* _Problem to work on_
What lines of the material hold the string "Stedelijk"? Pull each of them out.

* _The data_
----------

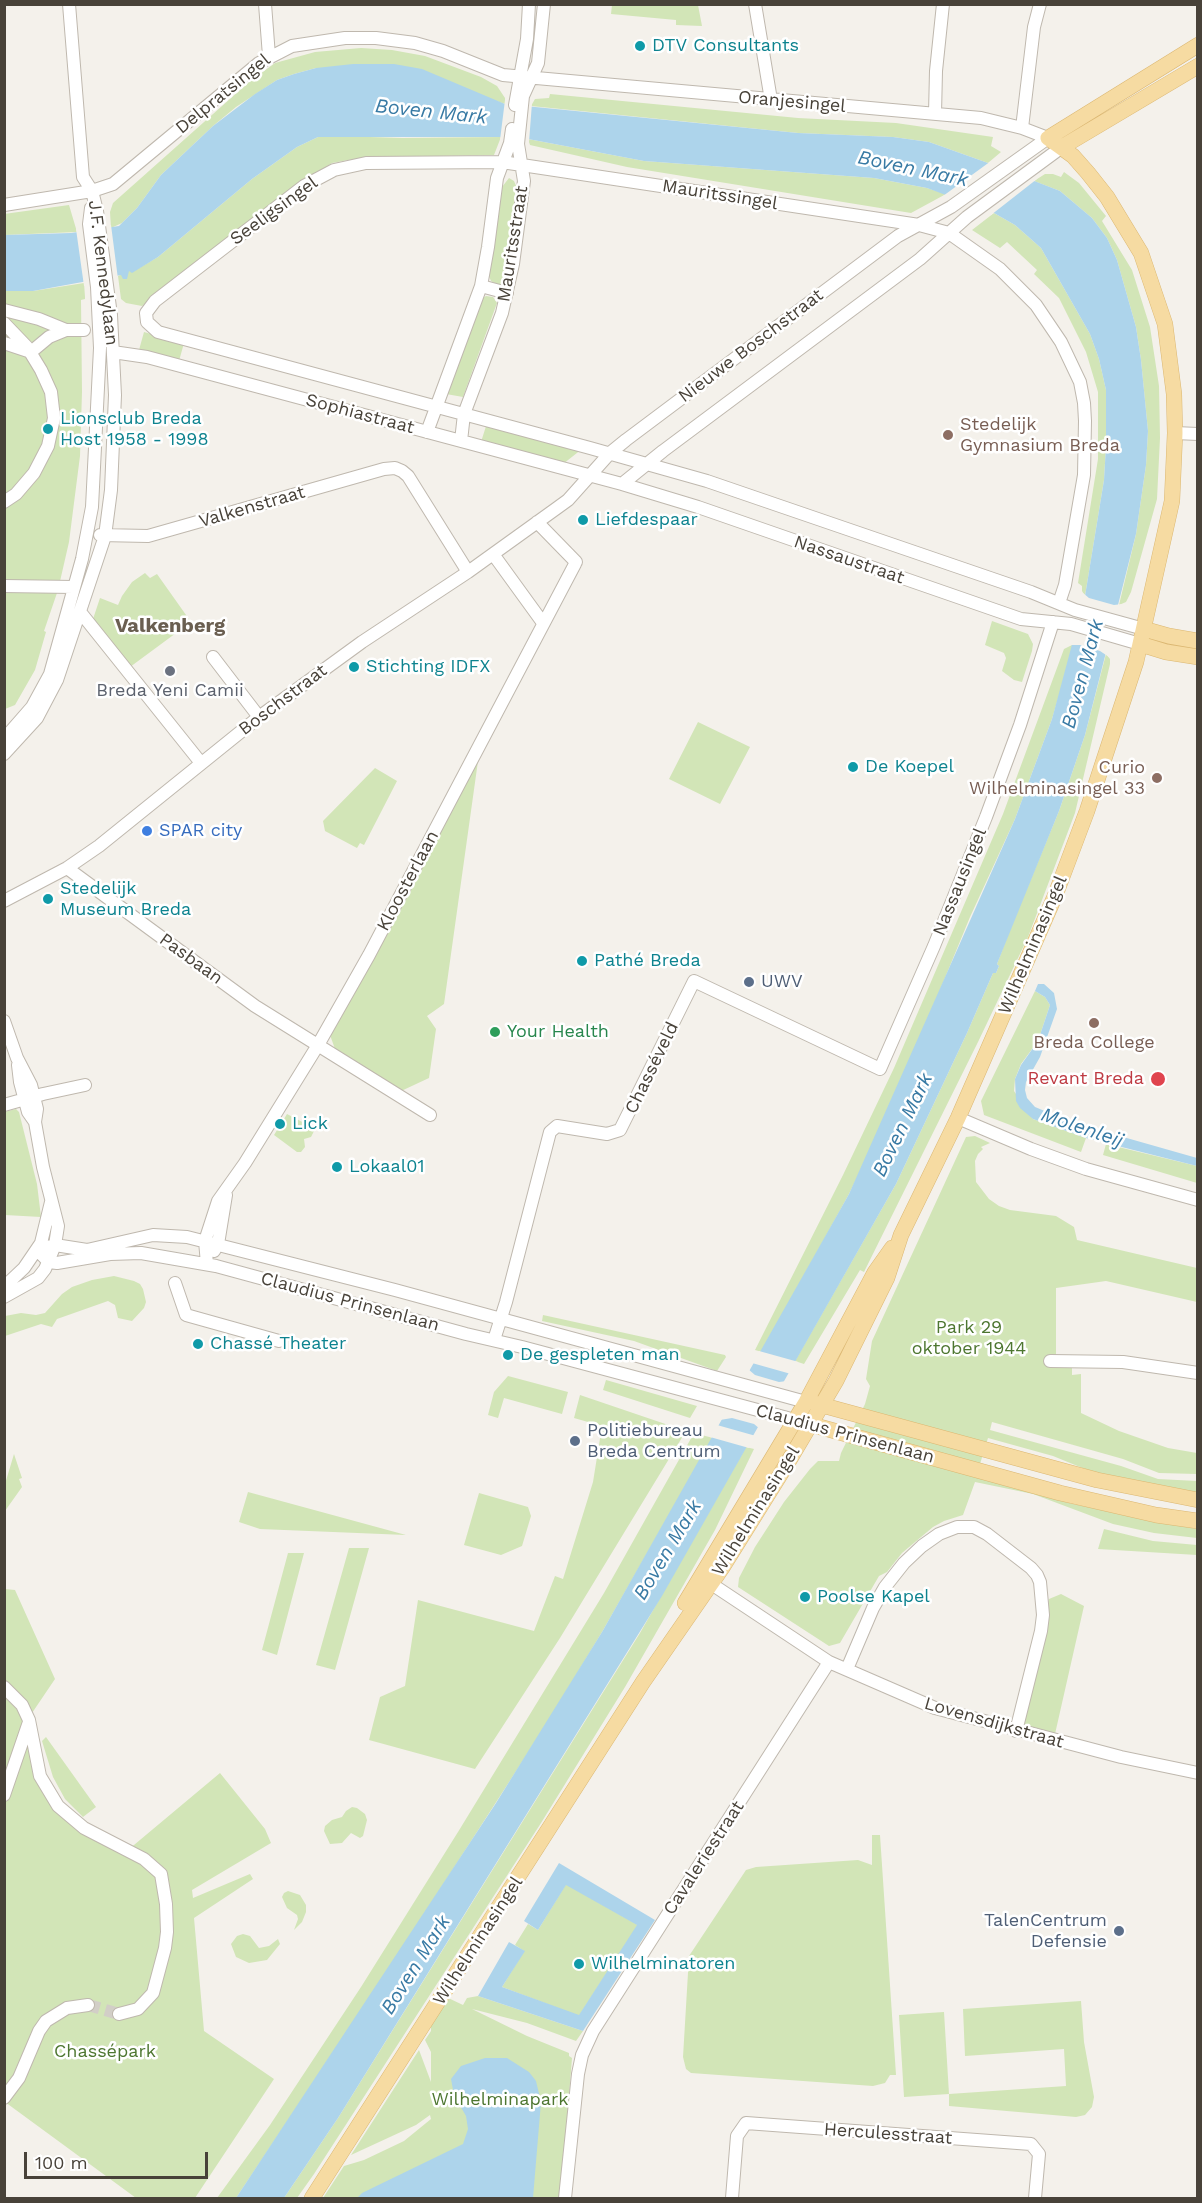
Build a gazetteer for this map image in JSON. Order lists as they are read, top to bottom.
{
  "streets": {
    "main road": ["Wilhelminasingel", "Claudius Prinsenlaan"],
    "street": [
      "Delpratsingel",
      "Oranjesingel",
      "Mauritssingel",
      "Seeligsingel",
      "Mauritsstraat",
      "J.F. Kennedylaan",
      "Nieuwe Boschstraat",
      "Sophiastraat",
      "Valkenstraat",
      "Nassaustraat",
      "Boschstraat",
      "Kloosterlaan",
      "Nassausingel",
      "Pasbaan",
      "Chasséveld",
      "Lovensdijkstraat",
      "Cavaleriestraat",
      "Herculesstraat"
    ]
  },
  "crossings": [
    ["Delpratsingel", "Oranjesingel"],
    ["Delpratsingel", "Mauritsstraat"],
    ["Delpratsingel", "J.F. Kennedylaan"],
    ["Oranjesingel", "Mauritsstraat"],
    ["Oranjesingel", "Nieuwe Boschstraat"],
    ["Oranjesingel", "Wilhelminasingel"],
    ["Mauritssingel", "Seeligsingel"],
    ["Mauritssingel", "Mauritsstraat"],
    ["Mauritssingel", "Nieuwe Boschstraat"],
    ["Seeligsingel", "Mauritsstraat"],
    ["Seeligsingel", "Sophiastraat"],
    ["Mauritsstraat", "Sophiastraat"],
    ["J.F. Kennedylaan", "Sophiastraat"],
    ["J.F. Kennedylaan", "Valkenstraat"],
    ["Nieuwe Boschstraat", "Sophiastraat"],
    ["Nieuwe Boschstraat", "Nassaustraat"],
    ["Nieuwe Boschstraat", "Boschstraat"],
    ["Nieuwe Boschstraat", "Wilhelminasingel"],
    ["Sophiastraat", "Nassaustraat"],
    ["Sophiastraat", "Boschstraat"],
    ["Valkenstraat", "Boschstraat"],
    ["Nassaustraat", "Nassausingel"],
    ["Nassaustraat", "Wilhelminasingel"],
    ["Boschstraat", "Kloosterlaan"],
    ["Boschstraat", "Pasbaan"],
    ["Kloosterlaan", "Pasbaan"],
    ["Kloosterlaan", "Claudius Prinsenlaan"],
    ["Nassausingel", "Chasséveld"],
    ["Wilhelminasingel", "Claudius Prinsenlaan"],
    ["Wilhelminasingel", "Lovensdijkstraat"],
    ["Chasséveld", "Claudius Prinsenlaan"],
    ["Lovensdijkstraat", "Cavaleriestraat"]
  ],
  "districts": ["Valkenberg"],
  "water": ["Boven Mark", "Molenleij"],
  "parks": ["Park 29 oktober 1944", "Chassépark", "Wilhelminapark"],
  "places": [
    "DTV Consultants",
    "Lionsclub Breda Host 1958 - 1998",
    "Stedelijk Gymnasium Breda",
    "Liefdespaar",
    "Stichting IDFX",
    "Breda Yeni Camii",
    "De Koepel",
    "Curio Wilhelminasingel 33",
    "SPAR city",
    "Stedelijk Museum Breda",
    "Pathé Breda",
    "UWV",
    "Breda College",
    "Your Health",
    "Revant Breda",
    "Lick",
    "Lokaal01",
    "Chassé Theater",
    "De gespleten man",
    "Politiebureau Breda Centrum",
    "Poolse Kapel",
    "TalenCentrum Defensie",
    "Wilhelminatoren"
  ],
  "scale_bar": "100 m"
}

----------

* _Result_
    "Stedelijk Gymnasium Breda",
    "Stedelijk Museum Breda",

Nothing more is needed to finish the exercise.